Liquor prices rose in Washington after privatization. Washington’s overflowing fees soaked up all the newly-privatized stores’ profits, leaving the owners there high and dry.
For the fiscal year that ended June 30, 2014, the PLCB’s operating income (revenues after taxes and operating expenses) was $148 million. Of that amount, $25 million went to the state police; $2.5 million for addict programs; and the rest was PLCB profit: $123.7 million. The PLCB and the governor get to decide how much net profits to dump into the General Fund, and last year PLCB distributed $80 million to the General Fund and kept the rest.
Using this as a reasonable estimate, that amounts to $120 million each year just from selling booze—over the last few years, the PLCB has built up a comfortable $77 million cash cushion that shouldn’t need more stuffing anytime soon.
The proposed legislation would give us a one-time influx of cash, followed by a fiscal hangover that would set in around 2030, and keep getting worse. Twenty years on, Pennsylvania will have collected a half a billion dollars less under HB 466 than under the current operations. If the legislature adopts Governor Wolf’s proposals to make state stores more competitive and bring in an estimated $185 million in additional profits a year, then the trade-off looks even worse (admittedly, of course, there is a good chance that $185 million will be as illusory as pink elephants, but some bump can be reasonably expected).
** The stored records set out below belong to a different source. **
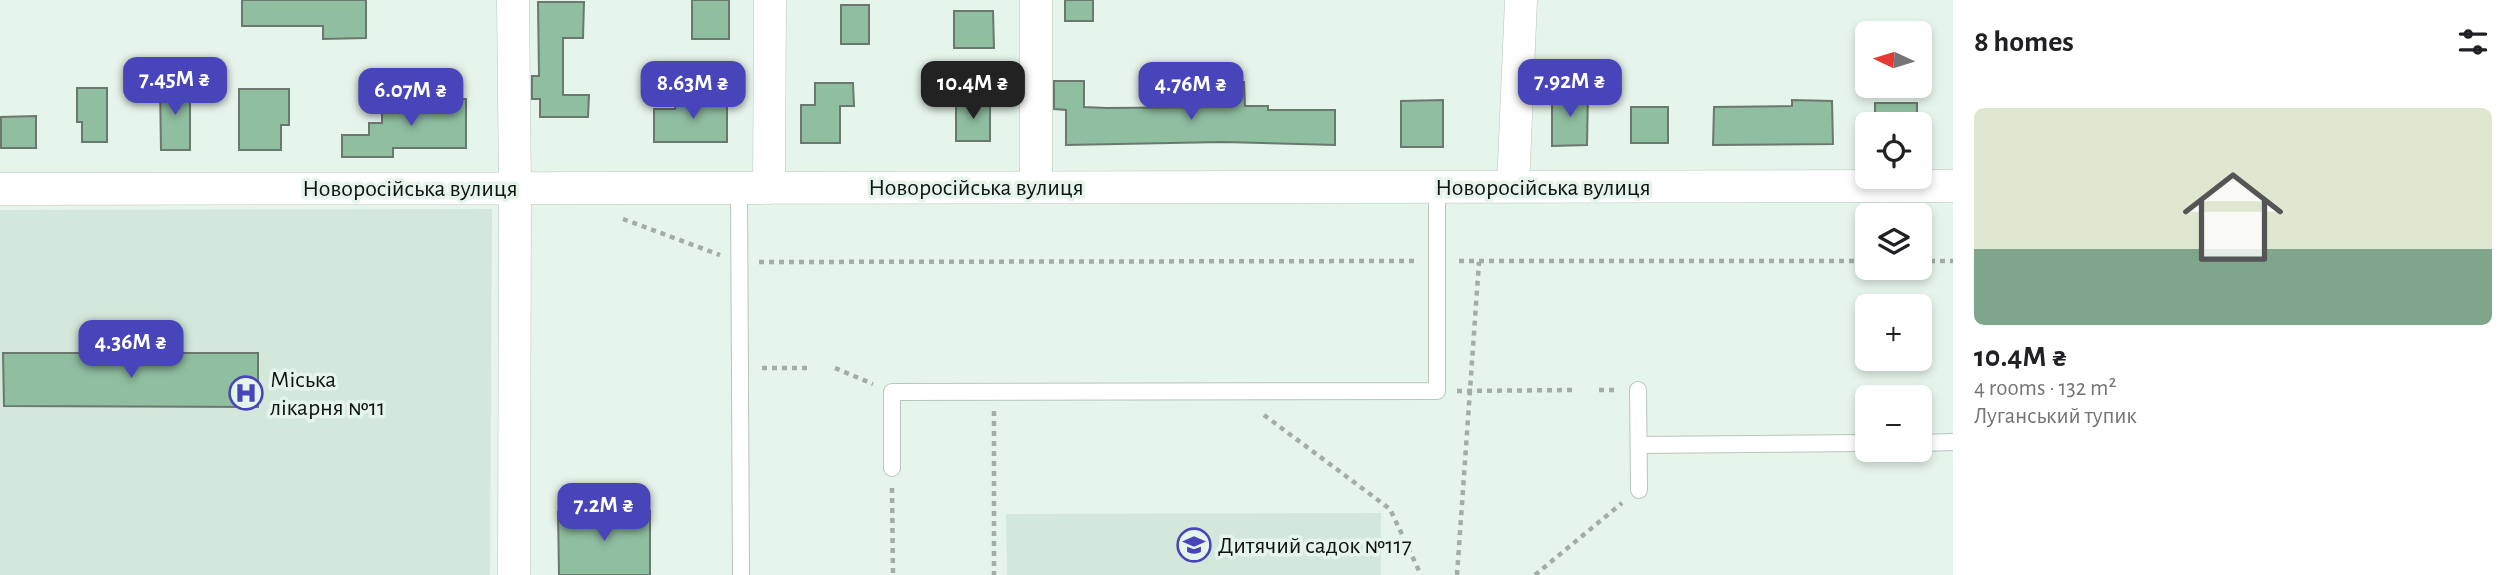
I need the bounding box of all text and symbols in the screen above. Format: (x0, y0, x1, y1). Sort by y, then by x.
north arrow (1855, 21, 1932, 98)
map controls (1855, 21, 1932, 462)
icon: filters (2454, 23, 2492, 61)
text: 8 homes (1974, 27, 2074, 57)
pin: 7.45M ₴ (110, 58, 240, 117)
pin: 7.92M ₴ (1505, 60, 1635, 119)
pin: 8.63M ₴ (628, 61, 758, 121)
pin: 10.4M ₴ (908, 61, 1038, 121)
pin: 4.76M ₴ (1126, 62, 1256, 122)
text: 7.45M ₴ (139, 68, 211, 91)
pin: 6.07M ₴ (346, 68, 476, 128)
text: 7.92M ₴ (1534, 70, 1606, 93)
text: 8.63M ₴ (657, 72, 729, 95)
text: 10.4M ₴ (937, 72, 1009, 95)
text: 4.76M ₴ (1155, 73, 1227, 96)
text: 6.07M ₴ (374, 79, 448, 102)
button: locate (1855, 112, 1932, 189)
icon: home (2170, 154, 2296, 280)
street label: Новоросійська вулиця (868, 176, 1084, 200)
street label: Новоросійська вулиця (1435, 176, 1651, 200)
street label: Новоросійська вулиця (302, 177, 518, 201)
button: layers (1855, 203, 1932, 280)
button: + (1855, 294, 1932, 371)
pin: 4.36M ₴ (66, 320, 196, 380)
text: 4.36M ₴ (95, 331, 167, 354)
text: 10.4M ₴ (1974, 342, 2068, 372)
place label: Міська лікарня №11 (270, 368, 385, 420)
hospital icon: Міська лікарня №11 (227, 374, 265, 412)
text: 4 rooms · 132 m² (1974, 377, 2116, 400)
button: − (1855, 385, 1932, 462)
text: Луганський тупик (1974, 405, 2137, 428)
pin: 7.2M ₴ (547, 484, 661, 543)
text: 7.2M ₴ (573, 494, 635, 517)
school or university icon: Дитячий садок №117 (1175, 526, 1213, 564)
place label: Дитячий садок №117 (1218, 534, 1412, 558)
HB 466’s proponents say that the $1.167 billion is needed to plug the budget deficit. But deficits are annual affairs, so using one-time funds to fix deficit gaps is kind of like drinking your hangover away—you’ll feel better for a little bit, but you’ll pay for it later (if you don’t believe me, just ask the Philadelphia School District).
Even if you used the $1.167 billion to help pay down our nearly $50 billion pension debt, the annual amortization savings would only amount to about $105 million a year—$15 million a year less than we get now.
And, sadly, the current, revenue-reducing proposal’s assumption of lower liquor prices is specious. Pennsylvania buys more liquor and wine than anyone else in America, which means the PLCB gets some decent discounts. A privatized field will mean losing those discounts. It also means the most likely wholesalers to step in will be outside companies, siphoning profits away from Pennsylvania.
Maintaining the current level of state revenues while privatizing the system requires a delicate balance. The current bill resembles me leaving a bar at 3 A.M. more than it does a gymnast. And like any post-last-call trip to the Republican, it’s a terrible idea.